Fig. 5: Loss of protein zonation patterns in human desmoplastic liver.
figure 5

a, Zonation coefficients in healthy and desmoplastic liver samples. Dotted line indicates theoretical unchanged zonation coefficients; solid line shows observed relationship as a linear regression line. b, Absolute differences in zonation coefficients between healthy and desmoplastic tissue. Only strongly zonated proteins (|zonation coefficient| > 1 and Q < 0.05) from healthy are analysed (n = 171). Proteins with significant zonation loss are highlighted and colour-coded by their original spatial enrichment. Their zonation coefficients were compared by Wald test (absolute zonation coefficient difference > 1 and Q < 0.05). c, Protein expression heatmap (Z-scored) from significant proteins in b in the healthy and desmoplasia cohorts. Twenty equal-width spatial bins from central (spatial ratio S = 0) to portal (spatial ratio S = 1) are shown. d, Expression profiles of the four proteins with the strongest absolute zonation coefficient difference. LOWESS smoothing curves (fraction = 0.4) are shown, with solid lines indicating the healthy and dotted lines the desmoplasia cohort. e, Immunofluorescence staining of portal vein (top; orange; AMDHD1)- and central vein (bottom; purple; UGT2B7)-associated protein in healthy (left; individual 12) and desmoplasia (right; individual 16) tissue. Phalloidin (white) and DAPI (cyan) label actin (cell boundaries) and nuclei, respectively. Unless otherwise stated, only proteins at 70% data completeness are included (healthy: n = 1,741, N = 14; desmoplasia: n = 1,684, N = 4). All panels within each row are at the same magnification.

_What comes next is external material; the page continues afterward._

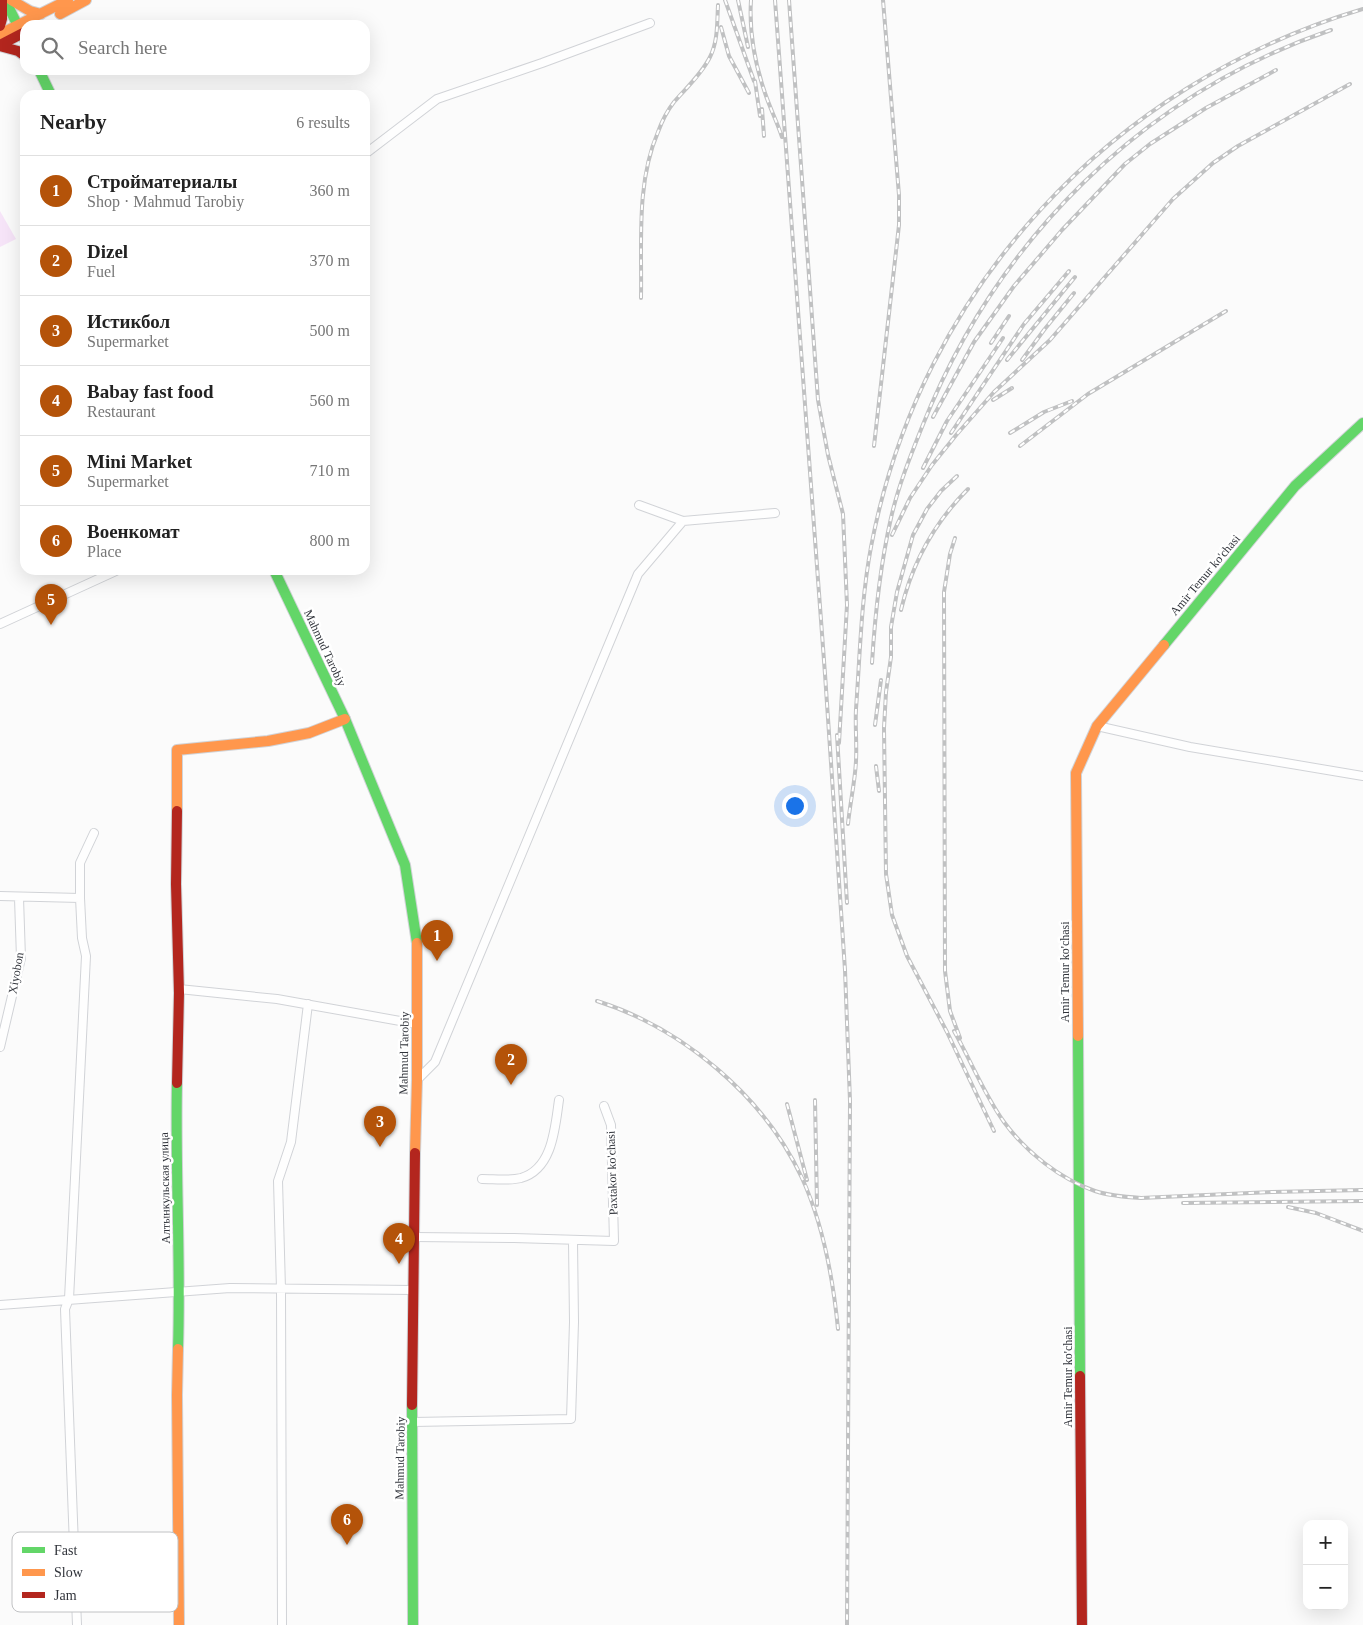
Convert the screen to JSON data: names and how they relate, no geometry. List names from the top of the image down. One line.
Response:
{"streets":{"main road":["Amir Temur ko'chasi","Mahmud Tarobiy","Алтынкульская улица"],"street":["Xiyobon","Paxtakor ko'chasi"]},"crossings":[["Mahmud Tarobiy","Алтынкульская улица"]],"legend":["Fast","Slow","Jam"],"page":{"search":"Search here","heading":["Nearby","6 results"],"list":[{"mark":"1","name":"Стройматериалы","note":"Shop · Mahmud Tarobiy","value":"360 m"},{"mark":"2","name":"Dizel","note":"Fuel","value":"370 m"},{"mark":"3","name":"Истикбол","note":"Supermarket","value":"500 m"},{"mark":"4","name":"Babay fast food","note":"Restaurant","value":"560 m"},{"mark":"5","name":"Mini Market","note":"Supermarket","value":"710 m"},{"mark":"6","name":"Военкомат","note":"Place","value":"800 m"}],"pins":["5","1","2","3","4","6"],"map_buttons":["+","−"]}}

To statistically evaluate the proteins driving the reduction in the global zonation profile, we compared the observed difference in zonation coefficients (Δβ1) with the null hypothesis of zero difference. This analysis identified a subset of proteins (18.1%) with particularly dramatic reductions in their zonation coefficients in desmoplastic tissue, including key metabolic enzymes from both portal vein-associated pathways, such as ASS1, SUCLG2 and AMDHD1, as well as central vein processes, exemplified by CYP2E1, UGT2B7 and ALDH1L1 (Fig. 5b,c). Hence, while disruption of healthy liver architecture globally weakens liver zonation, the effect appears heterogeneous across proteins, with some partly maintaining their spatial organization while others lose it almost entirely. Interestingly, central vein-associated proteins were generally more strongly impacted in their spatial organization than their portal vein counterparts. Notably, these patterns were not driven by any single sample. Although the Individual 17 sample displayed more pronounced tissue alterations, it clustered with other desmoplasia samples and its exclusion yielded consistent results (Supplementary Fig. 8). We further highlighted proteins showing the strongest loss in their zonal expression distribution in the desmoplastic samples by displaying the measured protein expression profiles in Fig. 5d. We validated these findings using immunofluorescence staining as an orthogonal approach. AMDHD1 and UGT2B7 were among the top hits in this analysis, as well as the two known zonation markers ASS1 and GS (Fig. 5e and Extended Data Fig. 8c). These representative immunofluorescence stainings, together with the quantitative analysis, confirmed the loss of spatial organization across all markers (Extended Data Fig. 8d).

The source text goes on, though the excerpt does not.